Your task: Please output the listing that follows exactly, but keep all images out.

Supplied material:

-=-=-=-=-

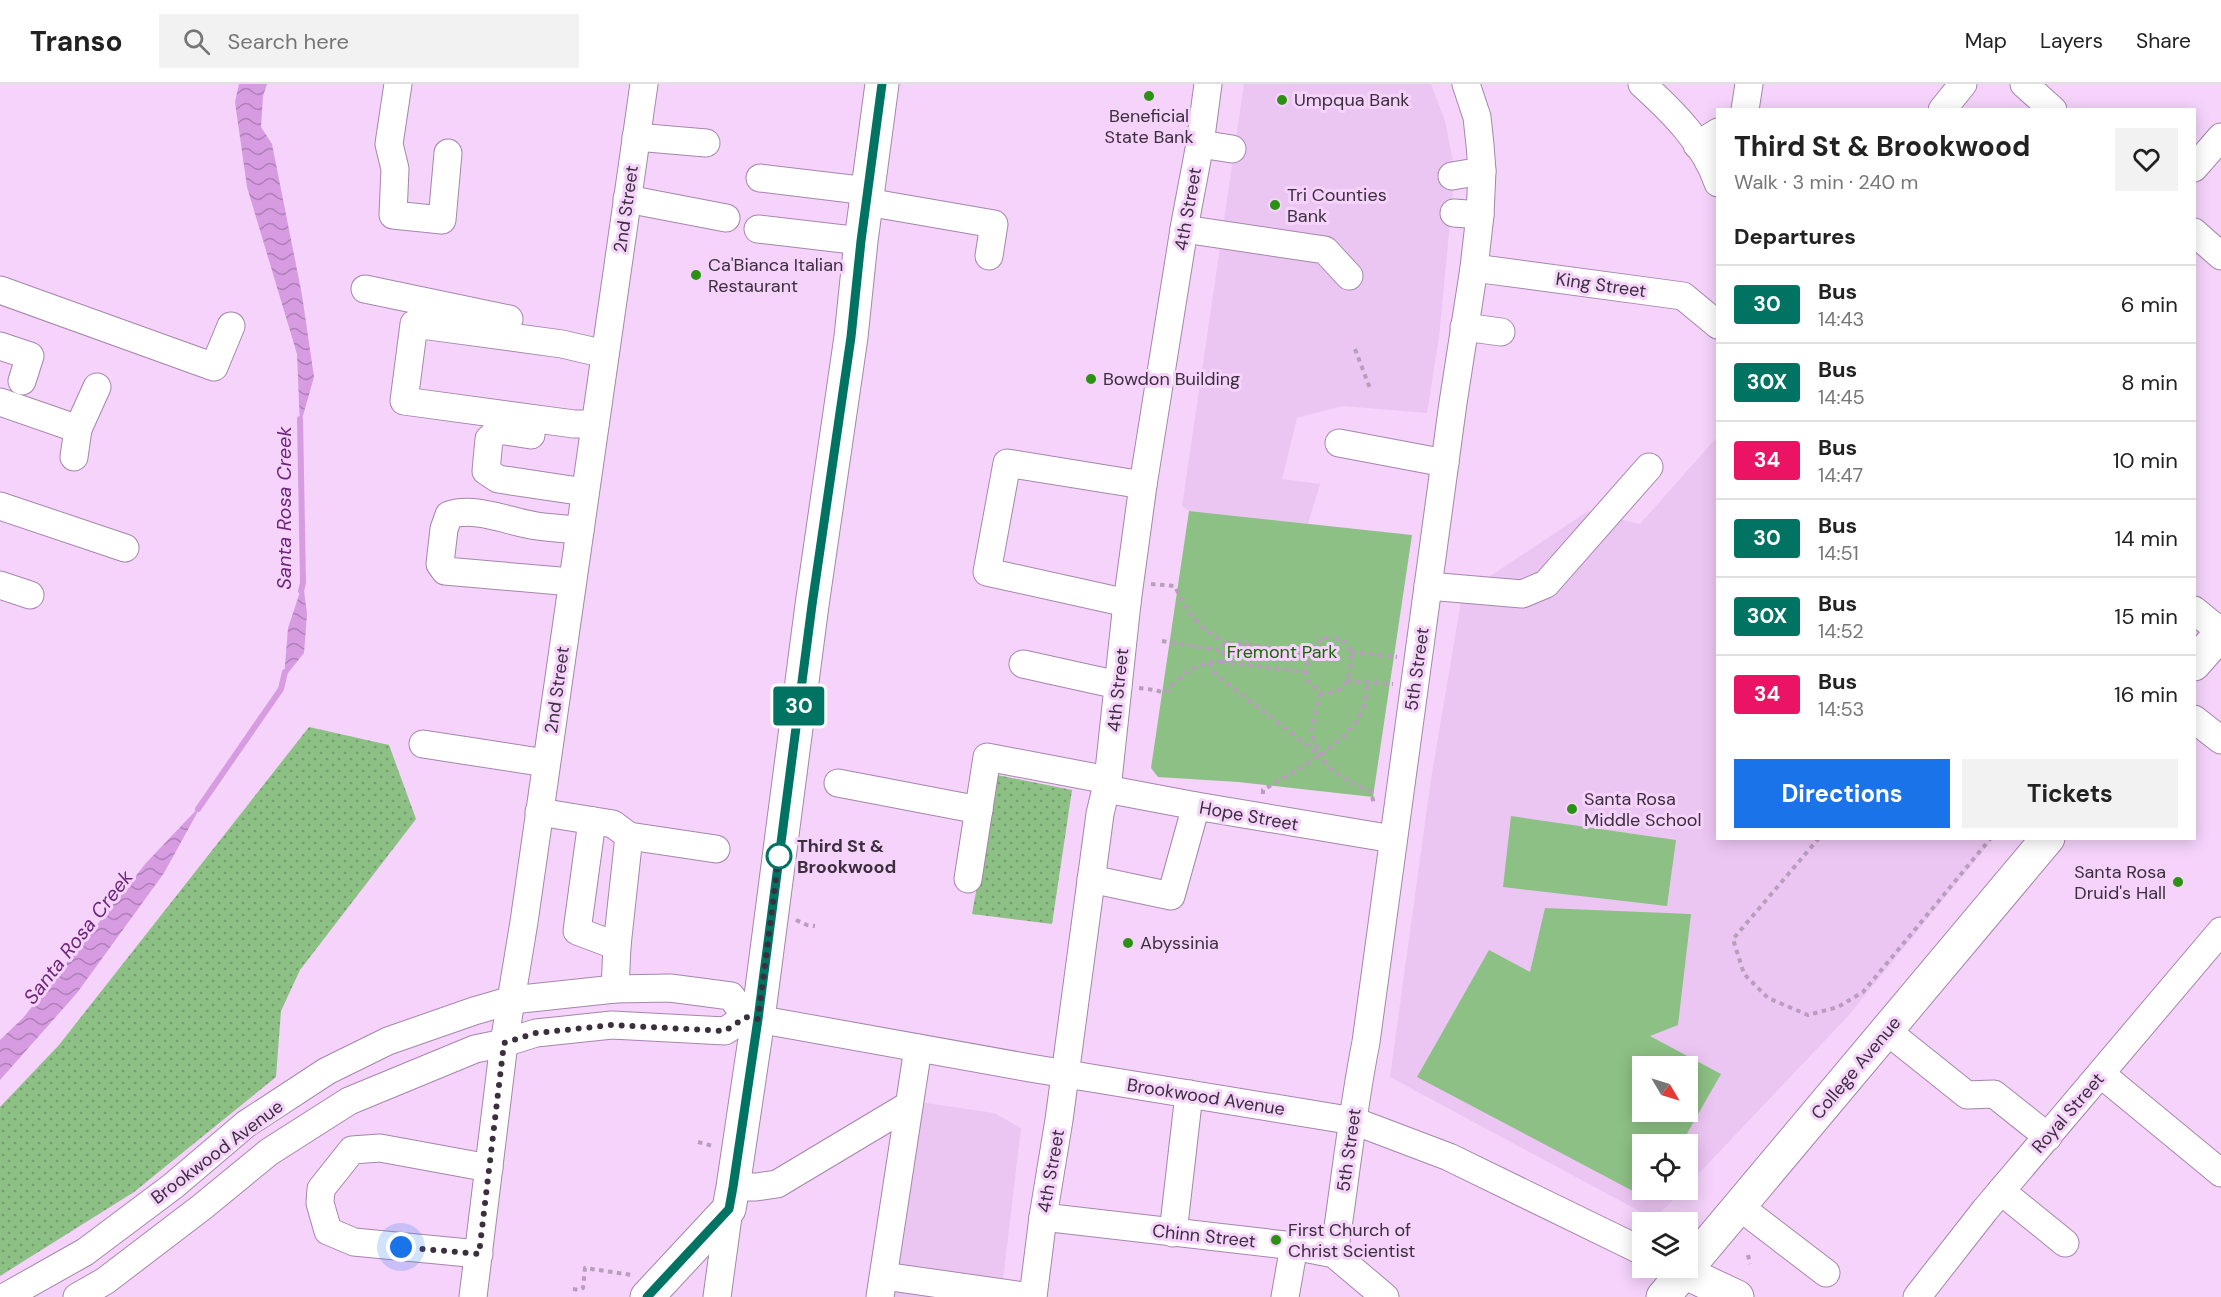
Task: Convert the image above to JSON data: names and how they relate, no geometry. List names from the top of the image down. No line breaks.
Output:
{"streets":{"main road":["College Avenue"],"street":["2nd Street","4th Street","King Street","5th Street","Hope Street","Brookwood Avenue","Royal Street","Chinn Street"]},"crossings":[["2nd Street","Brookwood Avenue"],["4th Street","Hope Street"],["4th Street","Brookwood Avenue"],["4th Street","Chinn Street"],["King Street","5th Street"],["5th Street","Hope Street"],["5th Street","Brookwood Avenue"],["5th Street","Chinn Street"]],"water":["Santa Rosa Creek"],"parks":["Fremont Park"],"places":["Beneficial State Bank","Umpqua Bank","Tri Counties Bank","Ca'Bianca Italian Restaurant","Bowdon Building","Santa Rosa Middle School","Third St & Brookwood","Santa Rosa Druid's Hall","Abyssinia","First Church of Christ Scientist"],"lines":["bus line 30"],"north":"bottom right","page":{"header":"Transo","search":"Search here","nav":["Map","Layers","Share"],"on_map":"30","heading":[["Third St & Brookwood","Walk · 3 min · 240 m"],"Departures"],"list":[{"mark":"30","name":"Bus","note":"14:43","value":"6 min"},{"mark":"30X","name":"Bus","note":"14:45","value":"8 min"},{"mark":"34","name":"Bus","note":"14:47","value":"10 min"},{"mark":"30","name":"Bus","note":"14:51","value":"14 min"},{"mark":"30X","name":"Bus","note":"14:52","value":"15 min"},{"mark":"34","name":"Bus","note":"14:53","value":"16 min"}],"buttons":["Directions","Tickets"]}}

-=-=-=-=-

Response:
Task: Convert the image above to JSON data: names and how they relate, no geometry. List names from the top of the image down. No line breaks.
Output:
{"streets":{"main road":["College Avenue"],"street":["2nd Street","4th Street","King Street","5th Street","Hope Street","Brookwood Avenue","Royal Street","Chinn Street"]},"crossings":[["2nd Street","Brookwood Avenue"],["4th Street","Hope Street"],["4th Street","Brookwood Avenue"],["4th Street","Chinn Street"],["King Street","5th Street"],["5th Street","Hope Street"],["5th Street","Brookwood Avenue"],["5th Street","Chinn Street"]],"water":["Santa Rosa Creek"],"parks":["Fremont Park"],"places":["Beneficial State Bank","Umpqua Bank","Tri Counties Bank","Ca'Bianca Italian Restaurant","Bowdon Building","Santa Rosa Middle School","Third St & Brookwood","Santa Rosa Druid's Hall","Abyssinia","First Church of Christ Scientist"],"lines":["bus line 30"],"north":"bottom right","page":{"header":"Transo","search":"Search here","nav":["Map","Layers","Share"],"on_map":"30","heading":[["Third St & Brookwood","Walk · 3 min · 240 m"],"Departures"],"list":[{"mark":"30","name":"Bus","note":"14:43","value":"6 min"},{"mark":"30X","name":"Bus","note":"14:45","value":"8 min"},{"mark":"34","name":"Bus","note":"14:47","value":"10 min"},{"mark":"30","name":"Bus","note":"14:51","value":"14 min"},{"mark":"30X","name":"Bus","note":"14:52","value":"15 min"},{"mark":"34","name":"Bus","note":"14:53","value":"16 min"}],"buttons":["Directions","Tickets"]}}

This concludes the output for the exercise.